Another study not previously reviewed in OMRUM is worth noting. In “The Effect of Primary Care Visits on Total Patient Care Costs: Evidence from the Veterans Health Administration” by Jian Gao, et al., in the Journal of Primary Care & Community Health, November 10, 2022 huge savings was uncovered. In this eye-opening study, it was found that an average of $721/patient/year was saved for each in person PCP visit during the year. The 1st visit in the year saved a princely sum of $3976/patient/year while we each subsequent visit saved a lesser amount, ultimately averaging, as noted above, the $721/patient/year. The study is notable because it the Veterans Administration study which allowed costs to be monitored carefully. Also of note, the veteran population is somewhat different than the general population in terms of demographics and pre-existing conditions. Nevertheless, in the veterans’ population and, by extension, the general population, moving care as best as possible away from the emergency room whenever and wherever possible leads to huge improvements in the quality of care and cost-effectiveness.
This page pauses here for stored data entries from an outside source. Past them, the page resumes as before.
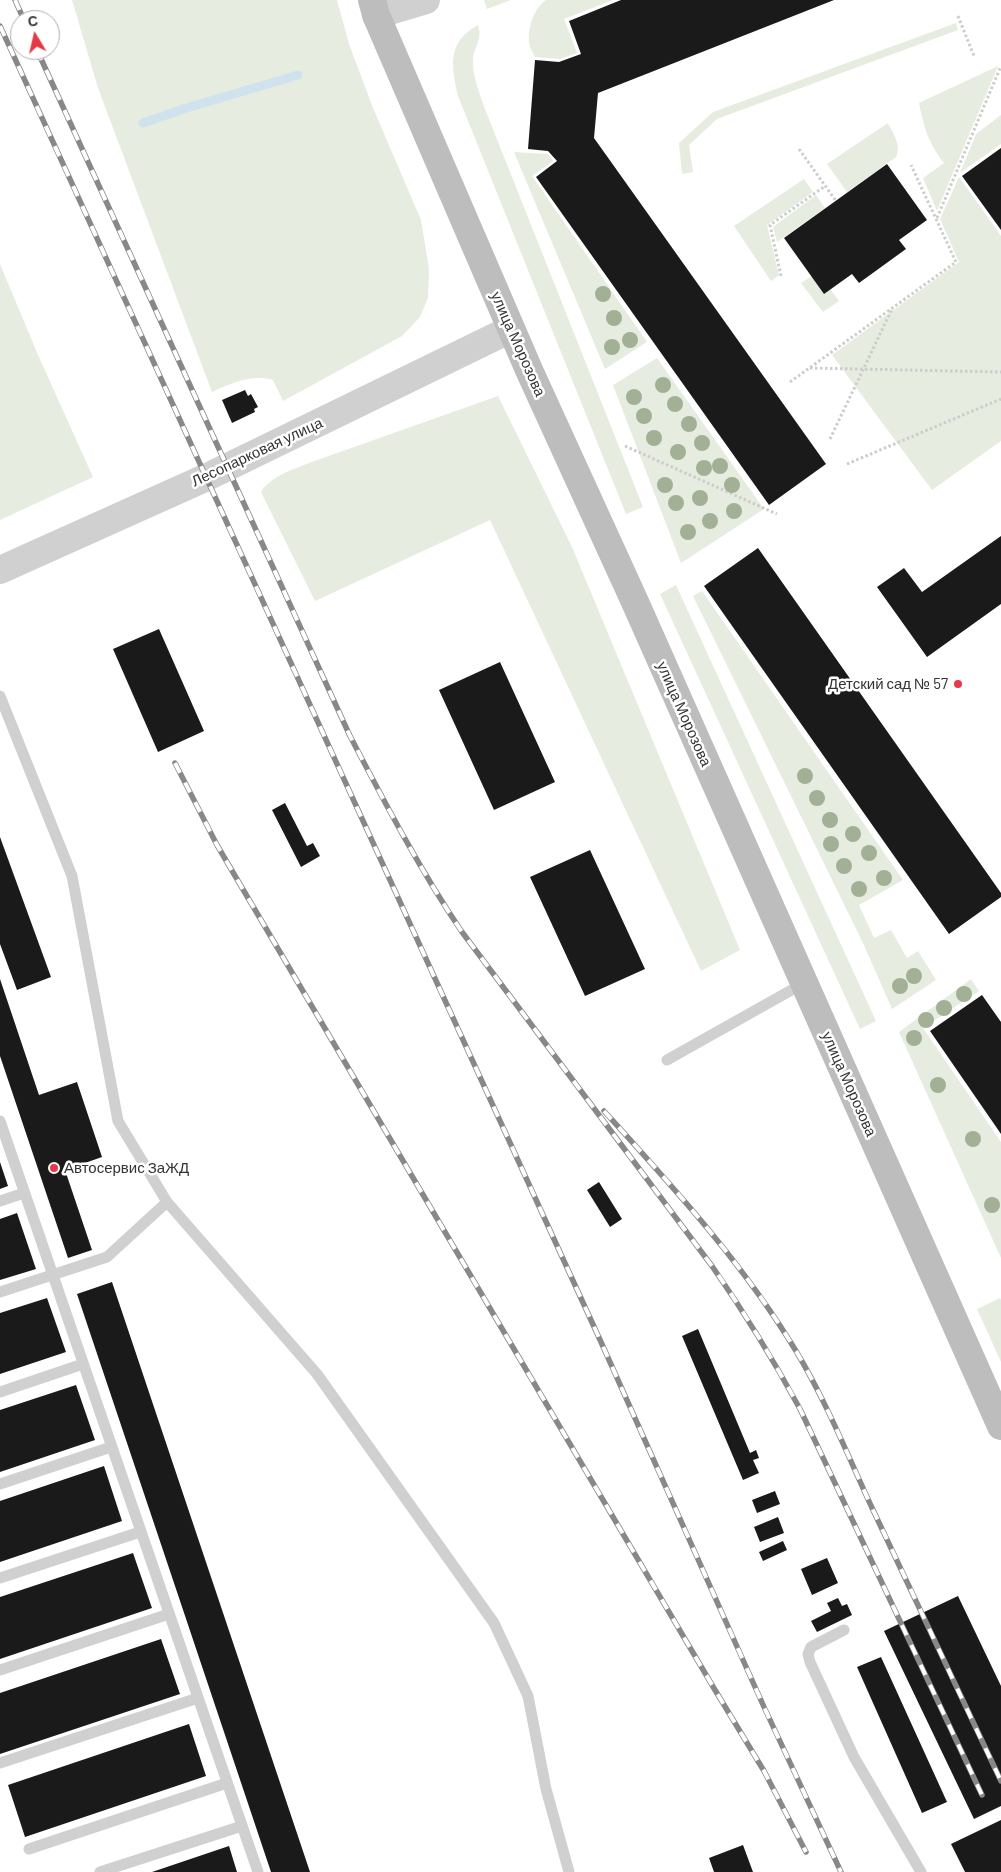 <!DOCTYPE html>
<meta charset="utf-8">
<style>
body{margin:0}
#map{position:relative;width:1001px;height:1872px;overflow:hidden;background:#fff;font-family:Barlow,sans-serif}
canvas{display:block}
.north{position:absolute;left:10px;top:10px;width:50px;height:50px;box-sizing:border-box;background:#fff;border:1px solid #adadad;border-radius:50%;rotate:351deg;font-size:14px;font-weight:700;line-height:20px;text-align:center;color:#333}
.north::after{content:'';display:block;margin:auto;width:18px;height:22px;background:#e63946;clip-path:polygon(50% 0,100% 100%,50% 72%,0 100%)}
</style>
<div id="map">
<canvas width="1001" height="1872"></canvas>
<div class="north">С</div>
</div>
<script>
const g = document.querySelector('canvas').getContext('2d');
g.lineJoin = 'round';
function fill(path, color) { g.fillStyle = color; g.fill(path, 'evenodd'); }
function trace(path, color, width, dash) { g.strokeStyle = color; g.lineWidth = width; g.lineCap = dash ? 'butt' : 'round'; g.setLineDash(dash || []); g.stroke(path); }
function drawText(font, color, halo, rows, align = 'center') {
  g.font = font + ' Barlow,sans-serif'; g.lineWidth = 5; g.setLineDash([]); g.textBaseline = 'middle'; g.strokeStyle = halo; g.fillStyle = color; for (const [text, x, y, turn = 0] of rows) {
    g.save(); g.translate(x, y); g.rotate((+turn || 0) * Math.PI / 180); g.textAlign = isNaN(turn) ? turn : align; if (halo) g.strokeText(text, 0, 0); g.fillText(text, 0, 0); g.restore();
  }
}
fill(new Path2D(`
 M72 0H337L349 44 373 108 421 220 429 269 428 298 420 317 402 336 283 401 273 380C250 374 233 383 212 392L98 88Z
 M484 0H511L487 9Z
 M546 0H613L564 19 577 53 560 59 535 57C534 54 531 50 530 47 526 31 533 9 546 0Z
 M956 23 958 30 717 119 689 145 693 172 682 174 679 143 713 112Z
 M478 25C483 40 474 46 473 59 472 76 480 94 485 109L643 507 626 514 458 96C451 65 447 42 478 25Z
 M998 66 937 211 923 178 944 163C928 143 924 127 919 103Z
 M1001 115V144L960 173 976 134Z
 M888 123C893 133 902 146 896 157L847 192 827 164Z
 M514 152 548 154 553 161 532 176 647 342 605 369Z
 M959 177 1001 236V441L932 490 832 355 959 262 940 219Z
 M804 179 813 192 767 225 779 275 771 281 734 226Z
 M816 195 825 208 777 242 773 227Z
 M0 264 38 355 93 477 0 520Z
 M812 276 830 289 839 301 823 312 801 283Z
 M657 358 764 509 681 563 613 385Z
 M498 396 572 547 740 950 701 971 490 520 315 601 261 492C271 476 292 470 309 463Z
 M676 585 876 1021 860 1029 660 594Z
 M702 591 903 880 859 905 874 938 891 930 907 958 918 951 936 980 892 1009 863 943 693 596Z
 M971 979 979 991 923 1028 1001 1142V1258L899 1032Z
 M1000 1298 1001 1300V1362L977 1309Z`), '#e6ecdf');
trace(new Path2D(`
 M143 123 183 109 298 75`), '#cfe2ee', 9);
fill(new Path2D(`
 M621 0H834L598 93 594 138 826 464 769 505 536 177 557 161 548 151 528 149 535 60 559 62 581 54 569 21Z
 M1001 148V230L962 176Z
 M887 164 927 220 899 240 906 249 859 283 852 274 824 294 784 238Z
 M245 390 248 396 251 394 258 407 254 409 255 412 232 423 222 400Z
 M1001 536V604L927 657 877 587 904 568 922 592Z
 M758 548 1001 893V897L949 934 704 586Z
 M159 629 204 731 158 752 113 649Z
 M500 662 555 782 494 810 439 690Z
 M285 803 307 846 313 843 320 856 301 867 272 810Z
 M0 837 51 977 17 990 0 944Z
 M590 850 645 969 585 996 530 877Z
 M0 979 39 1095 77 1082 102 1157 65 1170 92 1250 68 1258 0 1056Z
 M982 995 1001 1022V1134L930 1031Z
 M0 1162 8 1186 0 1189Z
 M599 1182 622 1219 610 1227 587 1190Z
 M17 1213 36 1269 0 1280V1219Z
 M112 1282 310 1872H271L77 1294Z
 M47 1298 66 1352 0 1374V1313Z
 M698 1329 750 1453 756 1450 759 1458 753 1460 759 1473 743 1480 682 1336Z
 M76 1385 95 1440 0 1472V1410Z
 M104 1466 122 1521 0 1562V1501Z
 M775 1491 780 1504 757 1513 752 1500Z
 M778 1517 784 1533 760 1542 754 1527Z
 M783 1541 787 1550 763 1561 759 1552Z
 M133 1553 152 1608 0 1659V1597Z
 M827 1558 838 1583 812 1595 801 1569Z
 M958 1596 1001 1686V1806L974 1819 884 1631Z
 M838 1598 842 1606 847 1604 852 1615 817 1632 811 1621 831 1611 827 1603Z
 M161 1639 180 1694 0 1754V1693Z
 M881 1657 947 1802 922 1813 857 1667Z
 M189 1724 206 1776 25 1837 8 1785Z
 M1001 1820V1872H965L951 1844Z
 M743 1845 753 1872H714L709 1858Z
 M229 1846 237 1872H152Z`), '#1a1a1a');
trace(new Path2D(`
 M958 16 974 56
 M799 149 836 201
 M937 218 1001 66
 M781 276 770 225 825 186
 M810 368 1001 372
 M790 382 956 262 911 165
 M830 439 892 309
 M625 446 777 514
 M847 464 1001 399`), '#cdcdcd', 3, [2.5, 2.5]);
trace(new Path2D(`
 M0 696 72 876 118 1121 167 1202 317 1374 494 1623 528 1696 546 1789 569 1872
 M667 1060 804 983
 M0 1121 258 1872
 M0 1201 24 1193
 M0 1292 107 1257 167 1202
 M0 1392 83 1364
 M0 1484 111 1447
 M0 1578 140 1532
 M844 1630 811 1647 808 1654 810 1662 854 1757 921 1872
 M0 1670 169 1614
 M0 1763 198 1698
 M29 1849 227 1783
 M100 1872 242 1826`), '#d0d0d0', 11);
trace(new Path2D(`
 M376 15 426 0
 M0 570 205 478 511 329`), '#d0d0d0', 28);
trace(new Path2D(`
 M372 0 376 15 529 370 635 602 1001 1426`), '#bdbdbd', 28);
const rail = new Path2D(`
 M15 0 24 20
 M0 26 601 1342 764 1707 841 1872
 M37 50 350 736C385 803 420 870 462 932L712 1266C744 1312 773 1359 800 1409L982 1795
 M175 763 217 845 241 886 715 1690 764 1771 806 1852
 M604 1111C672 1186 743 1263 796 1351 826 1401 848 1456 873 1510 916 1600 958 1691 1001 1781`);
trace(rail, '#888', 5.5);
trace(rail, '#fff', 4, [11]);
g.fillStyle = '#a2b095';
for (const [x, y] of [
 [603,294],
 [614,318],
 [630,340],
 [612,347],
 [663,385],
 [634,397],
 [675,404],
 [644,416],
 [689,424],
 [654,438],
 [702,443],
 [678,452],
 [720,466],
 [704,468],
 [665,485],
 [732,485],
 [700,498],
 [676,503],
 [734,511],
 [710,521],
 [688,532],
 [805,776],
 [817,798],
 [830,820],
 [853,834],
 [831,844],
 [869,853],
 [844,866],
 [884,878],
 [859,889],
 [914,976],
 [900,986],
 [964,994],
 [944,1008],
 [926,1020],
 [914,1038],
 [938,1085],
 [973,1139],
 [992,1205]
]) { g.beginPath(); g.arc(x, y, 8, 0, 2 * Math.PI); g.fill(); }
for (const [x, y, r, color] of [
 [958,684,5,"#e63946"],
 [54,1168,5,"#e63946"]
]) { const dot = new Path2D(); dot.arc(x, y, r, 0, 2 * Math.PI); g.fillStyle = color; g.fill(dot); trace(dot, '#fff', 2); }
drawText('15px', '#333', '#fff', [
 ["улица Морозова",518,344,66],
 ["Лесопарковая улица",257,452,-25],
 ["улица Морозова",684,714,66],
 ["улица Морозова",849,1084,66]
]);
drawText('15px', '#333', '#fff', [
 ["Детский сад № 57",948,684],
 ["Автосервис ЗаЖД",64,1168,"left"]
], 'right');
</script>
In summary, dismissing citizens from health insurance coverage will lead to increased costs, not decreased costs. Unless the United States bars people from ER care if they are financially destitute (and may God have mercy on our souls if we do), high-quality, cost-effective care will shift to lower quality, chaotic, and cost ineffective care at the already overworked emergency facilities. The above-described legislation seems destined only to harm the indigent with no benefit financially or otherwise to the general population. We can do better.